A virtual edition would follow in December 2021 due to COVID-19, and by the summer of 2022, the festival was included in the activities of INSTAR at documenta 15 in Kassel, Germany. "Land Without Images”, as that last edition was titled, constituted -given the exhibition of 160 films- the largest retrospective of alternative Cuban cinema to date.

This year, the IV INSTAR Film Festival has been organized in a hybrid form. According to Bruguera, this happens due to “the massive exile of Cuban artists and intellectuals, among them the great majority of young active filmmakers we had worked with so far".

The screenings can be watched online from Cuba through the Festhome platform. "The concept that guides us," explains the performer, "is the transnational character of the New Cuban Cinema, as well as its growing dialogue with diverse cinematographies, especially those of countries also ruled by authoritarian governments, which impose strong censorship on artists."

A jury, consisting of Alejandro Hernández (Cuba), Dunja Fehimović (Bosnia and Herzegovina), and Paulo Antonio Paranaguá (Brazil), will award the Nicolás Guillén Landrián Prize "to the piece in competition that best reflects and explores, from audiovisual creation, some controversial topic of its corresponding society". According to the festival's presentation, "With this initiative, INSTAR intends to pay tribute to the relevant cinematographic work of Cuban documentary filmmaker and painter Nicolás Guillén Landrián (Camagüey, Cuba, 1938 - Florida, United States, 2003)".

Jose Luis Aparicio, artistic director of the last editions, stresses that this "is the first one conceived in exile"; this would explain "its lack of a center".

“Where do we set the headquarters of an event whose fundamental impulse has been the promotion and exhibition of Cuban independent cinema, when its homeland is inaccessible?
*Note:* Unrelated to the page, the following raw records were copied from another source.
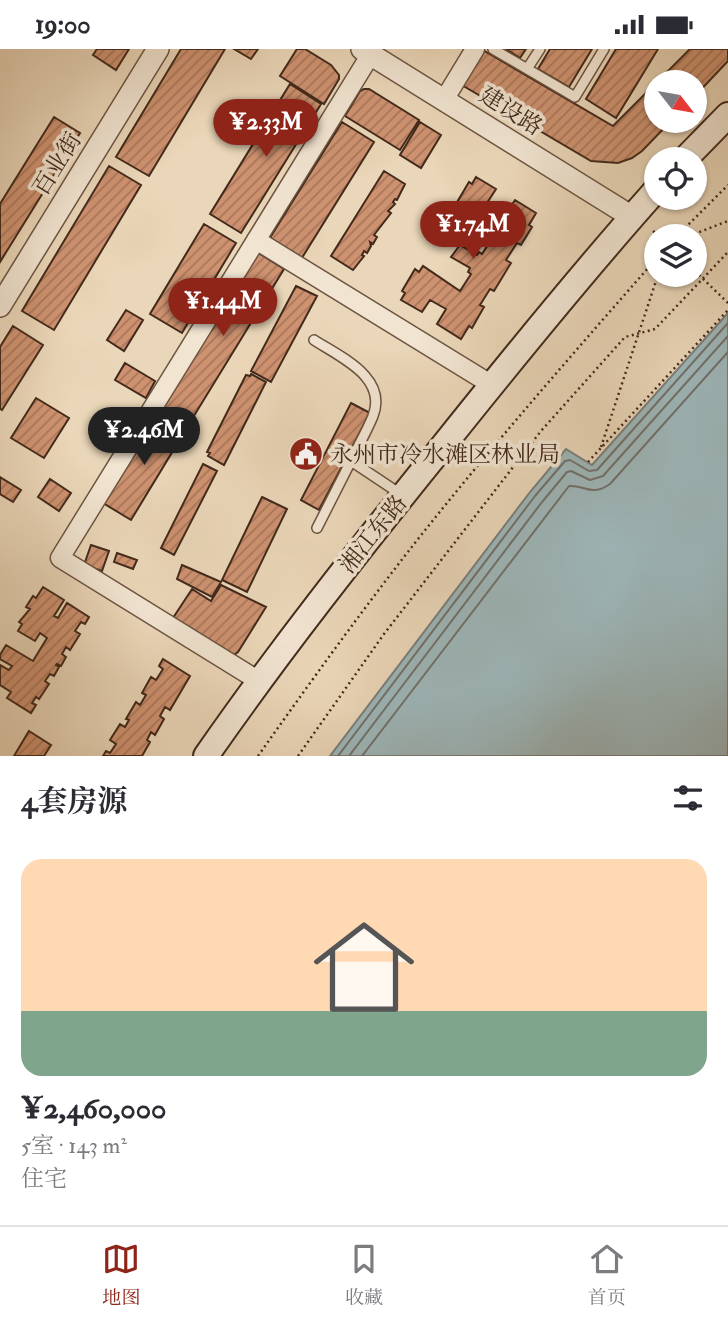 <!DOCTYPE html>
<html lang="zh">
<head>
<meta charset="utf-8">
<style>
	:root { --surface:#fff; --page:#f7f7f7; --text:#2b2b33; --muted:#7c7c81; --line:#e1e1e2; --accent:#8f2418 }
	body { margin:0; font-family:"IM FELL Double Pica","Noto Serif SC",serif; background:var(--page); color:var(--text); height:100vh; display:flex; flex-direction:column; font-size:26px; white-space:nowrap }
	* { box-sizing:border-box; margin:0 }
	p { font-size:23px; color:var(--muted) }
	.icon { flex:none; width:38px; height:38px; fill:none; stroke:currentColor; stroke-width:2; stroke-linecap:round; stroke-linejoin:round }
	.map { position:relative; height:707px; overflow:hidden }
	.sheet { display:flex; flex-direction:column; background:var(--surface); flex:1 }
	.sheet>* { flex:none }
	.needle { width:46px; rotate:121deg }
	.buttons { position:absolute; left:644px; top:21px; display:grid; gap:14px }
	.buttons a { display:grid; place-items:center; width:63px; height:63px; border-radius:50%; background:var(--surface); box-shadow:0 2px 5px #0004; font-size:35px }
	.price { position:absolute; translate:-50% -60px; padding:0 16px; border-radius:24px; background:var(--accent); color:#fff; font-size:23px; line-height:46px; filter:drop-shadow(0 2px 4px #0008) }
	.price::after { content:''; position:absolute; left:50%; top:42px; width:21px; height:16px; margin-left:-10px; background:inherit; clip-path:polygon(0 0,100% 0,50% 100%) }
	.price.current { background:#222; color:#fff }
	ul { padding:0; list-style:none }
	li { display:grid; align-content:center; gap:14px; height:371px; padding:0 21px }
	li span { display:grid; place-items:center; height:217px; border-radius:21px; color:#555 }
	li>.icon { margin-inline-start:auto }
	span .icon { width:126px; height:126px; fill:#fffc; stroke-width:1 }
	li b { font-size:30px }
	h2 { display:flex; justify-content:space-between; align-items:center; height:84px; padding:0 21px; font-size:30px }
	.status { display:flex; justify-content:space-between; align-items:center; height:49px; padding:0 35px; background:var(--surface); direction:ltr }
	.status svg { height:19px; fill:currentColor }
	.dock { display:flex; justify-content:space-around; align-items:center; height:98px; border-top:2px solid var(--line); background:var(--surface); font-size:19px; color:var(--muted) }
	.dock a { display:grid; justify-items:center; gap:4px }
	.dock .current { color:var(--accent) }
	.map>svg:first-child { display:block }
	.water { fill:#9db6b9; stroke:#797e7a; stroke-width:2 }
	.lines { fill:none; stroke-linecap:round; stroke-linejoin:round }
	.shore { stroke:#70706a; stroke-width:2 }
	.building { fill:url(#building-hatch); stroke:#42291b; stroke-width:2 }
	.service-casing { stroke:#6c5442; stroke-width:12 }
	.minor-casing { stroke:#6c5442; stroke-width:21 }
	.tertiary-casing { stroke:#6c5442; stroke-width:24 }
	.secondary-casing { stroke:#42291b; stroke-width:28 }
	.path { stroke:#42291b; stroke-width:2.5; stroke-dasharray:2 3.5; stroke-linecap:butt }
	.service { stroke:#f1e4d1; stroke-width:9 }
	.minor { stroke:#f1e4d1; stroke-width:18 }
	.tertiary { stroke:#f1e4d1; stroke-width:21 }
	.secondary { stroke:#f1e4d1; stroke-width:24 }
	.labels { text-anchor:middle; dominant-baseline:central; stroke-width:7; stroke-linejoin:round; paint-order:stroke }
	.street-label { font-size:23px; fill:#42291b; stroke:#f1e4d1 }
	.poi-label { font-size:23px; fill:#42291b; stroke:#f1e4d1; text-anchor:start }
</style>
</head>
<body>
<div class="status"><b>19:00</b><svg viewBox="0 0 49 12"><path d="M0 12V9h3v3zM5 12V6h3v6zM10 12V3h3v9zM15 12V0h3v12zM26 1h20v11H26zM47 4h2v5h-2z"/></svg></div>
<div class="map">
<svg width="728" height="707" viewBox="0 0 728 707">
	<defs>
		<pattern id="building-hatch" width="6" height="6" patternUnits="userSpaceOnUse" patternTransform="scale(1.75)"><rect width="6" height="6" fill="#ce9270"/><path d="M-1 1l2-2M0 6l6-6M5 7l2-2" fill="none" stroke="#a9775b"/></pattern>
	</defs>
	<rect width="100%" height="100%" fill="#ead6b8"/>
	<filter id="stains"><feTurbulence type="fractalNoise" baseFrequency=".00286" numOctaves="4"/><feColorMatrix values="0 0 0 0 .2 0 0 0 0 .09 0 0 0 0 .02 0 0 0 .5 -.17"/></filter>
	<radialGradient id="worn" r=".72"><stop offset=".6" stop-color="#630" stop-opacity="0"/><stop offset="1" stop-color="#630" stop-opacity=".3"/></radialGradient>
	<!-- water -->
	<path class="water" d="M728 264V707H330L530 443 566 400 592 416Z"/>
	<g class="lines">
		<!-- shore -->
		<path class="shore" d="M338 707 535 447 565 412 570 411 589 422 597 421 728 274
			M349 707 542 453 567 423 571 422 590 431 603 427 728 287
			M362 707 569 437C586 436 591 448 610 435L728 303"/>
	</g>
	<!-- building -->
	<path class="building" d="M97 0H129L116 21 93 6Z
		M181 0H225L149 127 116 108Z
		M234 0H258L251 10Z
		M297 0H305L331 16 339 26V30L324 55 280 27Z
		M481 0 613 77 656 34V72H671L642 102 632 109 618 114 591 112 460 35Z
		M506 0H526L520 9Z
		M550 0H592L569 38 538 20Z
		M616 0H658L616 69 586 50Z
		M690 0H728V12L695 47V33H657Z
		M290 35 321 55 241 184 210 165Z
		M364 40H369L419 71 400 101 345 67 360 42Z
		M54 68 80 84 0 213V155Z
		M342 73 374 93 300 212 268 192Z
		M420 73 441 86 421 119 400 106Z
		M109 117 141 136 54 281 22 262Z
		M384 122 405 135 397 151 395 150 393 153 395 155 388 162 391 164 374 186 377 188 373 195 370 193 371 197 367 204 364 202 362 206 364 207 353 221 331 207Z
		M476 128 496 140 487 154 506 165 515 151 536 164 529 176 532 178 521 196 517 194 506 211 511 214 494 242 490 240 480 256 484 258 472 279 469 277 461 290 437 275 446 260 430 251 422 263 401 251 405 244 402 242 415 220 419 223 423 217 460 242 471 225 468 223 470 219 451 208 460 196 477 206 479 203 482 205 496 183 476 171 474 174 456 163 459 157 456 155 469 133 472 135Z
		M204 175 236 194 182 284 150 265Z
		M257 203 284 220 189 375 162 359Z
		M296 237 317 247 271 333 251 322Z
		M126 261 143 271 124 302 107 291Z
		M13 277 43 296 2 361 0 360V298Z
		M125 314 155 332 146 349 115 331Z
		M251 325 266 333 224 416 208 407 210 404 207 403 246 326 250 327Z
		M36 349 69 369 44 409 11 389Z
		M351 354 370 364 319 461 301 451Z
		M157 365 185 382 131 471 103 454Z
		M203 415 217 422 174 506 161 499Z
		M0 428 21 441 13 453 0 445Z
		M50 430 71 444 59 462 38 448Z
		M262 448 287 460 247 543 222 531Z
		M91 496 109 502 102 522 84 516Z
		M117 504 137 511 133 520 114 513Z
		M182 516 221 533 212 548 177 530Z
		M221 536 266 558 238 603 234 606 229 605 173 569 192 540 211 552Z
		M43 538 64 551 54 567 58 569 67 554 89 568 85 575 81 573 75 582 80 585 70 601 66 598 62 605 66 608 61 617 57 615 56 616 59 618 54 627 50 625 45 632 49 635 39 650 36 648 32 654 36 656 31 664 7 649 11 643 0 636V616L9 621 12 617 0 610V606L6 596 33 612 47 589 40 584 35 592 18 582 22 575 19 573 30 560 26 558 33 547 36 549Z
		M163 610 190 627 170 661 165 658 160 667 164 670 155 686 151 683 147 691 150 693 142 707H103L106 702 110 704 116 695 110 691 120 675 125 678 129 671 126 670 136 653 140 656 146 646 142 644 151 628 156 631 163 620 159 617Z
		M29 682 51 696 44 707H14Z"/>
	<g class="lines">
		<!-- service casing -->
		<g class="service-casing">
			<path id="service" d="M493 0 575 48 604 0
				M527 20 540 0
				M314 291C340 308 388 328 373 367 367 382 358 397 351 412L402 446
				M317 479 351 412"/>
		</g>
		<!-- minor casing -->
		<g class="minor-casing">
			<path id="minor" d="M444 51 475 0
				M256 191 492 336
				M259 632 60 509 371 5"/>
		</g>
		<!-- tertiary casing -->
		<g class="tertiary-casing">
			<path id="tertiary" d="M362 0 632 168
				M0 257 158 0"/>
		</g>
		<!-- secondary casing -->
		<g class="secondary-casing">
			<path id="secondary" d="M685 110 728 66
				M206 707C279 602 358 502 438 403 509 314 581 225 656 141"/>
		</g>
		<!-- path -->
		<path class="path" d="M653 182 659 187
			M677 187 728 136
			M689 187 728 172
			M695 222 728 254
			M601 398 658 226
			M588 413 728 261
			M258 707C311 632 365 557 422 485 497 391 577 300 656 210
			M298 707 384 585 541 382 625 288 655 280 728 203"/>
		<!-- service -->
		<use href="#service" class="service"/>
		<!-- minor -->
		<use href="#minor" class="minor"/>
		<!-- tertiary -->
		<use href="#tertiary" class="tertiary"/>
		<!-- secondary -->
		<use href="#secondary" class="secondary"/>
	</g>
	<!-- icons -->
	<defs>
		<g id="civic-disc" transform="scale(1.75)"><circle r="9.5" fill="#8f2418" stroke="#f1e4d1"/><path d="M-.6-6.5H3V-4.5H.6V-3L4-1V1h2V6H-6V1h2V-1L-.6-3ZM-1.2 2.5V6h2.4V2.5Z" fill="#fff"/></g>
	</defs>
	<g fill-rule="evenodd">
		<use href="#civic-disc" x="306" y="405"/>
	</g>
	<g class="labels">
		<!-- street labels -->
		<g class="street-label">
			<text transform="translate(511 62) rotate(32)">建设路</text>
			<text transform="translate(57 115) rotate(-58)">百业街</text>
			<text transform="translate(373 485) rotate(-51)">湘江东路</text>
		</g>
		<!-- poi labels -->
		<g class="poi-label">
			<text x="330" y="405">永州市冷水滩区林业局</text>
		</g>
	</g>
	<rect width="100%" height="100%" filter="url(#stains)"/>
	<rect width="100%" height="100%" fill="url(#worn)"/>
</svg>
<div class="buttons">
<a><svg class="needle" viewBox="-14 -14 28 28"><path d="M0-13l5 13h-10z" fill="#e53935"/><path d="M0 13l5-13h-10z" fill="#7c7c81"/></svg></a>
<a><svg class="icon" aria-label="locate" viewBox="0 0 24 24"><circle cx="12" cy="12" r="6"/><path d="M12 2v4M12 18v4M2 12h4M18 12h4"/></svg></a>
<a><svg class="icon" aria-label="layers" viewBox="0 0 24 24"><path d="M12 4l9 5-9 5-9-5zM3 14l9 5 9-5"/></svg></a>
</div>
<b class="price" style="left:266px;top:110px">¥2.33M</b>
<b class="price" style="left:473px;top:212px">¥1.74M</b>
<b class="price" style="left:223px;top:289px">¥1.44M</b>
<b class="price current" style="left:144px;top:418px">¥2.46M</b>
</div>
<section class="sheet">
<h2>4套房源<svg class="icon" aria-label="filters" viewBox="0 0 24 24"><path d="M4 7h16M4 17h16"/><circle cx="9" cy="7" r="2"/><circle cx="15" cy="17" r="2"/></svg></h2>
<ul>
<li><span style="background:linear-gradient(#ffd9b3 70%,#7fa58c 0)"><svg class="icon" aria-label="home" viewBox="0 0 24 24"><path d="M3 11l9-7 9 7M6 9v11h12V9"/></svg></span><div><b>¥2,460,000</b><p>5室 · 143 m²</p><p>住宅</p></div></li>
</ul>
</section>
<nav class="dock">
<a class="current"><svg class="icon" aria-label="map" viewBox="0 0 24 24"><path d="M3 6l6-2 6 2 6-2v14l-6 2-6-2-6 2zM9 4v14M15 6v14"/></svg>地图</a>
<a><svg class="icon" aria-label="saved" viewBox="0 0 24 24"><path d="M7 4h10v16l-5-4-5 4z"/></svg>收藏</a>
<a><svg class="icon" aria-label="home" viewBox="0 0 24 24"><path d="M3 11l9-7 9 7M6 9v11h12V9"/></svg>首页</a>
</nav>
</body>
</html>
How can we choose a point, fix an axis, among the multiple places of an ever-expanding diaspora? Isn’t the nation a more complex entity than the one defined by geographical limits and political extremes? How do we rethink the structure of the festival so that it reflects, and even improves, the current circumstances of the vast majority of the filmmakers it supports?” asks the young Cuban filmmaker, who lives in Spain, like many of his colleagues and generation mates.

Perhaps some of these questions will be answered through the screening of the 15 films in competition and 13 other special presentations. "From INSTAR," says Aparicio, "we want to disseminate news seeds, to seize all that could be fertile and liberating in a highly fragmented cultural landscape. The status of exiled filmmakers, artists, and citizens that millions of Cubans bear today presents a conflict that must be addressed through persistent imagination. We aim to create a corridor of images between several isolated points of our dispersed nation. Perhaps, through this imaginary network, it will be possible to reconnect with the island, with the diverse and complex versions of the country that we find in its cinema.”

INSTAR -and its film festival- aspires to be, says Bruguera, "where ideas become civic actions.”